::: ENTRIES PROVIDED :::

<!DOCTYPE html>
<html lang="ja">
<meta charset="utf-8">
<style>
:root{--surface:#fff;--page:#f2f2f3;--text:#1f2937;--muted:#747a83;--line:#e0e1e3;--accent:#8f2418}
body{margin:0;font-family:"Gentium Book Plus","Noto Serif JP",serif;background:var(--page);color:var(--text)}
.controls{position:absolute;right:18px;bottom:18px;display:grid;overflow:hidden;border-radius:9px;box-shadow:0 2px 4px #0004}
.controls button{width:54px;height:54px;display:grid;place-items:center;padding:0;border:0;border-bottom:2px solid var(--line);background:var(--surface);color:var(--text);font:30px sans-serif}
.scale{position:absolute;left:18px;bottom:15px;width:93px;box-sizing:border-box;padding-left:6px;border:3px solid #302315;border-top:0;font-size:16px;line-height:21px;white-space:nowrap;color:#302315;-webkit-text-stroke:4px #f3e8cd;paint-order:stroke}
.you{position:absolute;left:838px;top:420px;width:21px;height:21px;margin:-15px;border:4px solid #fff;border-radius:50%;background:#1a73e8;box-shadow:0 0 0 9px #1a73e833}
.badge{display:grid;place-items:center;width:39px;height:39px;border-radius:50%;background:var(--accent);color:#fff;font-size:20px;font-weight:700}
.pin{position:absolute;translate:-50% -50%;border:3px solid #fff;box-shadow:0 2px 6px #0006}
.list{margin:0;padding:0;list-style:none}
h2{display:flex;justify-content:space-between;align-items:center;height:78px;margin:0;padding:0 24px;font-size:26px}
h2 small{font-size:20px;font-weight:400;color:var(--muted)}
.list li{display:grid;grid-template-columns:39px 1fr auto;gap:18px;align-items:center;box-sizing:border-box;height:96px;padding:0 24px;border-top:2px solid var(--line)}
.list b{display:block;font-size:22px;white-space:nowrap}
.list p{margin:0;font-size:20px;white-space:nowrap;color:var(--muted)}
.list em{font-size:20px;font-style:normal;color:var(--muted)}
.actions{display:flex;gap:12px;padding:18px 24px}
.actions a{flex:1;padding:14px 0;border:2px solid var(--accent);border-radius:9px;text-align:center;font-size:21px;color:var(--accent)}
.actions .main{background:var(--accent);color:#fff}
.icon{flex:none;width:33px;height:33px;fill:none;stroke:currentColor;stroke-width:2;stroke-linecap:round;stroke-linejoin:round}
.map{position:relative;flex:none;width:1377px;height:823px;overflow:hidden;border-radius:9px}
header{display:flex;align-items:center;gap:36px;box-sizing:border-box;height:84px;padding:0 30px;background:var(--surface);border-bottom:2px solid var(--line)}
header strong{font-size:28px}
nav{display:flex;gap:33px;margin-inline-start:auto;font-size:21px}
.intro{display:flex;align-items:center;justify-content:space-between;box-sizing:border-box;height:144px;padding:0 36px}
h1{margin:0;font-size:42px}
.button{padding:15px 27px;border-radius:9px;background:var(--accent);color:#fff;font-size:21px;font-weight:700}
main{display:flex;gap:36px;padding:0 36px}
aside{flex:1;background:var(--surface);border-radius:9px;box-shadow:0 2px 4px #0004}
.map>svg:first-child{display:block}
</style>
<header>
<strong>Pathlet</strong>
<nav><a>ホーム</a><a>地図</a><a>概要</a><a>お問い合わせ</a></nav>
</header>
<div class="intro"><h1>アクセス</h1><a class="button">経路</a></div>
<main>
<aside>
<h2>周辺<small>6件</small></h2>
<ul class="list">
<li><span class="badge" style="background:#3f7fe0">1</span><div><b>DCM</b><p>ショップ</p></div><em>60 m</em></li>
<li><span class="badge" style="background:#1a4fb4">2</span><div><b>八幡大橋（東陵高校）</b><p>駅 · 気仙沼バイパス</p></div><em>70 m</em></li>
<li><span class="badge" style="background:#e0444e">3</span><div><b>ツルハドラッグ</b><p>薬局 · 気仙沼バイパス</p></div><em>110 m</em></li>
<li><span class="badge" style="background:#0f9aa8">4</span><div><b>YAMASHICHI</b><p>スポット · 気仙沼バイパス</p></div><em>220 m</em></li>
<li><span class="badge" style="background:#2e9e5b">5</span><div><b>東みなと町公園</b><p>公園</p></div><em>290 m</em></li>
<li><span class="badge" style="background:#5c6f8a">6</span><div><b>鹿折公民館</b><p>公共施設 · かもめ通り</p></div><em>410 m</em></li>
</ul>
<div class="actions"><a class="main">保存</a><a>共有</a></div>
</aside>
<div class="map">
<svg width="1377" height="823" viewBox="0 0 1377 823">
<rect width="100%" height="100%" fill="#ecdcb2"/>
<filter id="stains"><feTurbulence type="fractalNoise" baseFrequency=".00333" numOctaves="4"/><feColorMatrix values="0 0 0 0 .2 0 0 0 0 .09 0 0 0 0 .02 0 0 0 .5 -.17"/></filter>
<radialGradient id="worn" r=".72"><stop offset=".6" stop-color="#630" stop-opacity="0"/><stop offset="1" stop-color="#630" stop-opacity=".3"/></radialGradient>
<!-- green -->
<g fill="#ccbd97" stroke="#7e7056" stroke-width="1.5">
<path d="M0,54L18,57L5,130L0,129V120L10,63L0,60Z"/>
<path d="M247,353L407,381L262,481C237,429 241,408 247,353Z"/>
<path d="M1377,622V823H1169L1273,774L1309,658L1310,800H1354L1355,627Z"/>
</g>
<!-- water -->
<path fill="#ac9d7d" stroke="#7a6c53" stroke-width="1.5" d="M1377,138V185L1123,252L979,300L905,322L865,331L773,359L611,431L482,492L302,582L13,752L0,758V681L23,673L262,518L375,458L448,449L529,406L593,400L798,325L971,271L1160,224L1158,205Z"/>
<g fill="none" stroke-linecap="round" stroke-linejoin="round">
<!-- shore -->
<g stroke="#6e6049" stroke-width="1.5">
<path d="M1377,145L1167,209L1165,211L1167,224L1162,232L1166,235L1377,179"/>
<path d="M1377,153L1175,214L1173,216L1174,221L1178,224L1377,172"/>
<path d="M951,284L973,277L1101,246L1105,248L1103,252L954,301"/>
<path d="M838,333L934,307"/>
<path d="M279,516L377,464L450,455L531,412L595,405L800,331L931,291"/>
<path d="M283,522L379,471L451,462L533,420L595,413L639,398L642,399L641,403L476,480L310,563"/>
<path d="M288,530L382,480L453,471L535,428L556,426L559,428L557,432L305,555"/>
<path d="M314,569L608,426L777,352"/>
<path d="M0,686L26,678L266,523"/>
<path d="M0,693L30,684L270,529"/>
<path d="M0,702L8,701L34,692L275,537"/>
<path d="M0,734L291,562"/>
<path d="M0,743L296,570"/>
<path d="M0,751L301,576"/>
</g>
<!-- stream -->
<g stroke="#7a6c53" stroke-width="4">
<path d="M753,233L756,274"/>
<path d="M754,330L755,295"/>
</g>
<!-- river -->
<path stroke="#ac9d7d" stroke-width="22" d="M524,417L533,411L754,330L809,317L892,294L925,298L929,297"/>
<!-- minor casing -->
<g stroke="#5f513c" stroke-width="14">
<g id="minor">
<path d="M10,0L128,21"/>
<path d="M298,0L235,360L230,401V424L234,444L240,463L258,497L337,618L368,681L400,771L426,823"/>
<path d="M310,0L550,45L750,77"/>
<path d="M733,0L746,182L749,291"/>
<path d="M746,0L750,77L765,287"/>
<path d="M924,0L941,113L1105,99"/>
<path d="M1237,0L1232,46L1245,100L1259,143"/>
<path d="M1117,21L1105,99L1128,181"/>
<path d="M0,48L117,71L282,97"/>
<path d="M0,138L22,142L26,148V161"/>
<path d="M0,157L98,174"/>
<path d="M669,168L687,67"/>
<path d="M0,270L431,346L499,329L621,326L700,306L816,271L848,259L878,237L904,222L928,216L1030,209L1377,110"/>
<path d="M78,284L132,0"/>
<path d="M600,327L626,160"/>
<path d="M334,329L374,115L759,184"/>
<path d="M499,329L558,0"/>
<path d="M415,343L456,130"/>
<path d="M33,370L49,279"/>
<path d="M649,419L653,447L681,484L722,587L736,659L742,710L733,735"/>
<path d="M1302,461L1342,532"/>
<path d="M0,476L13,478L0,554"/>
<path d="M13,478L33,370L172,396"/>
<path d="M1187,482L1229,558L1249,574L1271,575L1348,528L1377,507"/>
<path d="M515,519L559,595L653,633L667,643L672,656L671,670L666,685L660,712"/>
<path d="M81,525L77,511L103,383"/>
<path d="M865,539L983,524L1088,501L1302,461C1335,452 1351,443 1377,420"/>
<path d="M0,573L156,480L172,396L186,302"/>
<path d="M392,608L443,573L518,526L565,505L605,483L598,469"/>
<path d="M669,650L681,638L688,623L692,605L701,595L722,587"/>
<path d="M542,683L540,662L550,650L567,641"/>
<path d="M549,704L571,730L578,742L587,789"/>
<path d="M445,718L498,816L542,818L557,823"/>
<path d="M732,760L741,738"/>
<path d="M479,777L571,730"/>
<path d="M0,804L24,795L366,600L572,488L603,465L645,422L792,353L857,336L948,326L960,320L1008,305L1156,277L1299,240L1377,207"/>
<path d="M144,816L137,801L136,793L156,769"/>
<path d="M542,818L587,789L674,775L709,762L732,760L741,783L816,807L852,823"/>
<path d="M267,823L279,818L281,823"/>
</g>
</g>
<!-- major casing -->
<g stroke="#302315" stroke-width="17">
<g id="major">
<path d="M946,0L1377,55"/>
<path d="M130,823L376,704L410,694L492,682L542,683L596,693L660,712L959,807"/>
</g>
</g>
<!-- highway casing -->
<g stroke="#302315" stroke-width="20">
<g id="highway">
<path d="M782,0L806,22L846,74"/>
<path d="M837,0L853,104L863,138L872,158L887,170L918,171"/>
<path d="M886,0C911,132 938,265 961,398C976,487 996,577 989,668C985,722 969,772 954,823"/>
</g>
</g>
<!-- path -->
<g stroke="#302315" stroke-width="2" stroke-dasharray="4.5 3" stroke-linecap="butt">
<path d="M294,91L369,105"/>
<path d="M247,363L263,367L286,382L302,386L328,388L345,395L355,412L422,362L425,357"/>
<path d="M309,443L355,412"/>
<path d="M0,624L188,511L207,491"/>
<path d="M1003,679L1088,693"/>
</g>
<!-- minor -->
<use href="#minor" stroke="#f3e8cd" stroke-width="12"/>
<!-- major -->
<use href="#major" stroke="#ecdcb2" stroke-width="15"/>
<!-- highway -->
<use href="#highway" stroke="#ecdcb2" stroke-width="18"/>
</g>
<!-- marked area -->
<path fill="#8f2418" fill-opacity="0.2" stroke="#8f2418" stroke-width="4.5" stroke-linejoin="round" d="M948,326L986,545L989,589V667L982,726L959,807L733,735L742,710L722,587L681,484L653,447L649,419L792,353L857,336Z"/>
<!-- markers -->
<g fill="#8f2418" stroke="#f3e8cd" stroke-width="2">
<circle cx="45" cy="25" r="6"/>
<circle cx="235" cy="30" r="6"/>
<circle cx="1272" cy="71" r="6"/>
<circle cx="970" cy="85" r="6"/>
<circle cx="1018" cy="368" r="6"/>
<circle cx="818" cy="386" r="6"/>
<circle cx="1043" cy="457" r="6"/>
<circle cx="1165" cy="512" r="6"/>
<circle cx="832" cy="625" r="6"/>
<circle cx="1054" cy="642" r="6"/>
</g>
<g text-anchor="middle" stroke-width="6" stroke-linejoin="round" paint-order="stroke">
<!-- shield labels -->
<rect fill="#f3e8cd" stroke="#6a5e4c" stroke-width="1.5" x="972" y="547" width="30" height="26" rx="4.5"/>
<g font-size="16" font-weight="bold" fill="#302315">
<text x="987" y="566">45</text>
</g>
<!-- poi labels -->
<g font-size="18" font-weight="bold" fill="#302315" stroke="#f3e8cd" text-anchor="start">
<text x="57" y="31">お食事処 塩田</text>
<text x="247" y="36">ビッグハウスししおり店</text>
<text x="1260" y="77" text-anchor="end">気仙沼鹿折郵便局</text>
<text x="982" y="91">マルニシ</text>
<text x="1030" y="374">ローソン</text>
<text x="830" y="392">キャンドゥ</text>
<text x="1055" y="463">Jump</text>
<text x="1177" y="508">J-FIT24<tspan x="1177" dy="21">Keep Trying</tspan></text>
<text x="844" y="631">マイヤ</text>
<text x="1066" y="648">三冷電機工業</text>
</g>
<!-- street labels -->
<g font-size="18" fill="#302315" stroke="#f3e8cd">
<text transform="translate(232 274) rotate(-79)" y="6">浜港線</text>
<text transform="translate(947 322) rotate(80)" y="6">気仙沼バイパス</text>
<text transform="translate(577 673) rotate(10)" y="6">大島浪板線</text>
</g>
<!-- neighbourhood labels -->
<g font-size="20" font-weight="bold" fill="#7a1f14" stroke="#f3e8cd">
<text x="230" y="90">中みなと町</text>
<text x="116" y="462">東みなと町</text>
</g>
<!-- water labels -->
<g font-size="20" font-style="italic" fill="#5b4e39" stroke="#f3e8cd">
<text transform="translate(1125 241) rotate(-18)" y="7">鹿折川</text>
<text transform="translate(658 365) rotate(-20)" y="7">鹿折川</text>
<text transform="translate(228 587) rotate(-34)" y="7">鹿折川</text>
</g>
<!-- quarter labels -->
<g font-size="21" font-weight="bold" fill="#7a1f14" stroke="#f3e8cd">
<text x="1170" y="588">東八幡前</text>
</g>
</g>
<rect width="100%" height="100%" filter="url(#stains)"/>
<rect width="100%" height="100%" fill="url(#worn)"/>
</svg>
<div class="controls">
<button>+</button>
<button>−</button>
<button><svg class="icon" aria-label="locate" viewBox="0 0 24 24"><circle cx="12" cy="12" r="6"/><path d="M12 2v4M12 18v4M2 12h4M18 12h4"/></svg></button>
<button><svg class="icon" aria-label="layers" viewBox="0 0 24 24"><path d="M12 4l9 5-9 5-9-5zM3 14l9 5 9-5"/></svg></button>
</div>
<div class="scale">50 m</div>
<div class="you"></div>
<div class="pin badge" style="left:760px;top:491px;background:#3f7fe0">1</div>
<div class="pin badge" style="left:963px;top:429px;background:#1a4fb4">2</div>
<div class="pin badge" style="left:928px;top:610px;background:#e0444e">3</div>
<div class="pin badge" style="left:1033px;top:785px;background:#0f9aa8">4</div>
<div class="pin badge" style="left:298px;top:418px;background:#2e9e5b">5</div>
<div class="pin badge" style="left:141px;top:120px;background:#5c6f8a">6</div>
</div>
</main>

:::

Given the listing, work out the number of lines in which the word "radius" is found, and supply only that number.

7